Alternative Chinese name
- Chinese: 客人菜
- Hakka: hagˋ nginˇ coi

Standard Mandarin
- Hanyu Pinyin: Kèrén cài

Hakka
- Romanization: hagˋ nginˇ coi

Yue: Cantonese
- Jyutping: Haak^{3} jan^{4} coi^{3}

Southern Min
- Hokkien POJ: Kheh-lâng-chhài

= Hakka cuisine =

Ethnic cuisine of the Hakka people

Hakka cuisine is the cooking style of the Hakka people. It is found primarily in the Chinese provinces of Guangdong, Fujian, and Jiangxi, as well as parts of Taiwan and within countries with significant overseas Hakka communities. There are many restaurants in mainland China, Taiwan, Hong Kong, Indonesia, Malaysia, Singapore, and Thailand, as well as in the United States and Canada, that serve Hakka food. Hakka cuisine was listed in 2014 on the first Hong Kong Inventory of Intangible Cultural Heritage.

== Background ==
The Hakka people have a marked cuisine and style of Chinese cooking which is little known outside the Hakka home. It concentrates on the texture of food – the hallmark of Hakka cuisine. Whereas preserved meats feature in Hakka delicacy, stewed, braised, roast meats – 'texturized' contributions to the Hakka palate – have a central place in their repertoire.
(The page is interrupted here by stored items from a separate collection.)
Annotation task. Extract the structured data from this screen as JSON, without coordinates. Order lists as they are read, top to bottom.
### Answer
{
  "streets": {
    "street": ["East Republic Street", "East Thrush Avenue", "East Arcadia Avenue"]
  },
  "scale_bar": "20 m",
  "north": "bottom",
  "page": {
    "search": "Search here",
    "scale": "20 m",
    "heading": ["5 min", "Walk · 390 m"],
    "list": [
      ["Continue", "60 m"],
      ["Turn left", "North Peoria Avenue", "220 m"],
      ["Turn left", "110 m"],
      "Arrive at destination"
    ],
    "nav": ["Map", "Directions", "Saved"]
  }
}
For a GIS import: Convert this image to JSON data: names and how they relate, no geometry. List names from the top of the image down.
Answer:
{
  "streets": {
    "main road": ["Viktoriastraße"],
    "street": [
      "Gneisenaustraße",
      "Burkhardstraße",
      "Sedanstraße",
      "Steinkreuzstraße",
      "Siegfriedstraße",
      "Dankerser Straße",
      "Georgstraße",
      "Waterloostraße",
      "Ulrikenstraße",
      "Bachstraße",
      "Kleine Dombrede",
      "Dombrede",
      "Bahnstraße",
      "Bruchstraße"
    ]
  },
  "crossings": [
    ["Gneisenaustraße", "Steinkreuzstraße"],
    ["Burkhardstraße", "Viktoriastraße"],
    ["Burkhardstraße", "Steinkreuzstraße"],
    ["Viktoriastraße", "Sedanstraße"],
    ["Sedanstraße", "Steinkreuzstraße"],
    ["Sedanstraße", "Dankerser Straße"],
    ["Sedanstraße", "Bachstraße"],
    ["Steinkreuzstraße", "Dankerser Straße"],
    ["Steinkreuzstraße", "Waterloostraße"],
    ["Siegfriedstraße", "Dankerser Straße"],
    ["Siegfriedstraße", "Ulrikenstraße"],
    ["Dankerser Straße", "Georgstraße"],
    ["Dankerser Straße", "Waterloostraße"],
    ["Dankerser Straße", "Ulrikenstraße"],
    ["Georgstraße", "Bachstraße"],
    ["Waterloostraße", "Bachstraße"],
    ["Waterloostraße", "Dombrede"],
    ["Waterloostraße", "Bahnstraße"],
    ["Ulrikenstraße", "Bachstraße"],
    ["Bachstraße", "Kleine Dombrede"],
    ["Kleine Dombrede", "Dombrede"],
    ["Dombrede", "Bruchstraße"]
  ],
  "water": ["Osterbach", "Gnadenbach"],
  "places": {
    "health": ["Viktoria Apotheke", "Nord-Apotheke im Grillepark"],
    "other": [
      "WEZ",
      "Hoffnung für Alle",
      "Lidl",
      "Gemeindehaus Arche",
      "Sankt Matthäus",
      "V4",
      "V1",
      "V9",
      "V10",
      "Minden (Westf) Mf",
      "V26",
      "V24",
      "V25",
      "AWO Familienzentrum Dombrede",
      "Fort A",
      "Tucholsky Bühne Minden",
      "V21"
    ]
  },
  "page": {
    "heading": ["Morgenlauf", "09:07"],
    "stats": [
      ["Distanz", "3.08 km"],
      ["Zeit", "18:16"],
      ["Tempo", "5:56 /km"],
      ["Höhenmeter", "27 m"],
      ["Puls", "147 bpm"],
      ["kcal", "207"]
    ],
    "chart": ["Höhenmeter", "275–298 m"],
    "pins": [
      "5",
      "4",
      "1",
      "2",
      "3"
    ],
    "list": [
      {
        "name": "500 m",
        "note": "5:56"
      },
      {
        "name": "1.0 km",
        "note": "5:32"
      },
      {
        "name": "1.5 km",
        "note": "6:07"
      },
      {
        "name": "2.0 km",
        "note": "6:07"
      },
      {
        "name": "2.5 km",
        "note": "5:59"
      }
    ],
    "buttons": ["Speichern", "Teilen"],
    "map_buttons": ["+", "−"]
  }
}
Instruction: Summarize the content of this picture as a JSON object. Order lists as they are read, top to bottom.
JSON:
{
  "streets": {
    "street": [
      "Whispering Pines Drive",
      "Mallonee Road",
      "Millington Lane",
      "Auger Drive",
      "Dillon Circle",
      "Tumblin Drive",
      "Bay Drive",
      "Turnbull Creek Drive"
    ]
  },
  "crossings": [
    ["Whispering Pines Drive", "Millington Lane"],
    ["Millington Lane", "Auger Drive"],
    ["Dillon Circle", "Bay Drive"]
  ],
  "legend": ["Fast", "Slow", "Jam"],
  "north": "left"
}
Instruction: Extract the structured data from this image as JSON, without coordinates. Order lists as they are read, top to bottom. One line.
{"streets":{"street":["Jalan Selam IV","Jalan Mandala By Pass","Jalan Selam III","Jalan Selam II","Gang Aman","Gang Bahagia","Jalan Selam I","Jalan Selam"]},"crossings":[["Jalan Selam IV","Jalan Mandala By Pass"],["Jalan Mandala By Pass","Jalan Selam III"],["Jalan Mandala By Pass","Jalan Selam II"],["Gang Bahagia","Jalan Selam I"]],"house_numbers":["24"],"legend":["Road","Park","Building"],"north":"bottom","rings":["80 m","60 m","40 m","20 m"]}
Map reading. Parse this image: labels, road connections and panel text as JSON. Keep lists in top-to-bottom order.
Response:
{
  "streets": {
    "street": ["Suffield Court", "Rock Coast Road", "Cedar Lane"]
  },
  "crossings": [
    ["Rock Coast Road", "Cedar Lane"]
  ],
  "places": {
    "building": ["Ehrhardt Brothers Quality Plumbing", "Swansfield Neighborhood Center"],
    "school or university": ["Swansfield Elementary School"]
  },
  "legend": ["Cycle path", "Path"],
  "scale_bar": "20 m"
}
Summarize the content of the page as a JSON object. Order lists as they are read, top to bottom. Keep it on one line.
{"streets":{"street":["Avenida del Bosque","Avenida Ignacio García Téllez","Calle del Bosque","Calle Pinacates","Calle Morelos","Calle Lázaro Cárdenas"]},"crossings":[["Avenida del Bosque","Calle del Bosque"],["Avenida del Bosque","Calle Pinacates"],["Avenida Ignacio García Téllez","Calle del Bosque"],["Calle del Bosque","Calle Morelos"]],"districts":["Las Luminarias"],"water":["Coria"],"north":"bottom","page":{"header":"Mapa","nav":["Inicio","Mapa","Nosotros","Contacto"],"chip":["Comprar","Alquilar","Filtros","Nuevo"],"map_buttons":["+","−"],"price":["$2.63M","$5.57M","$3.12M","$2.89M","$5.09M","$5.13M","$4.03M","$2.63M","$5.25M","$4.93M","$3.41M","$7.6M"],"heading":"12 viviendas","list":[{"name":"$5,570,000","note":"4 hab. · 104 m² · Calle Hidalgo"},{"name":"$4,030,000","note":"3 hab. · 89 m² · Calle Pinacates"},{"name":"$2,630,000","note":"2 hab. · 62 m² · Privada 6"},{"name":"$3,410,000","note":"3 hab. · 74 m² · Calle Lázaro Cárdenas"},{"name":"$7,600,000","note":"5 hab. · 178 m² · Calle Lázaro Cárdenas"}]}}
Preserved vegetables (梅菜) are commonly used for steamed and braised dishes such as steamed minced pork with preserved vegetables and braised pork with salted vegetables. In fact, the raw materials for Hakka food are no different from raw materials for any other type of regional Chinese cuisine where what is cooked depends on what is available in the market. Hakka cuisine may be described as outwardly simple but tasty. The skill in Hakka cuisine lies in the ability to cook meat thoroughly without hardening it, and to naturally bring out the proteinous flavor (umami taste) of meat.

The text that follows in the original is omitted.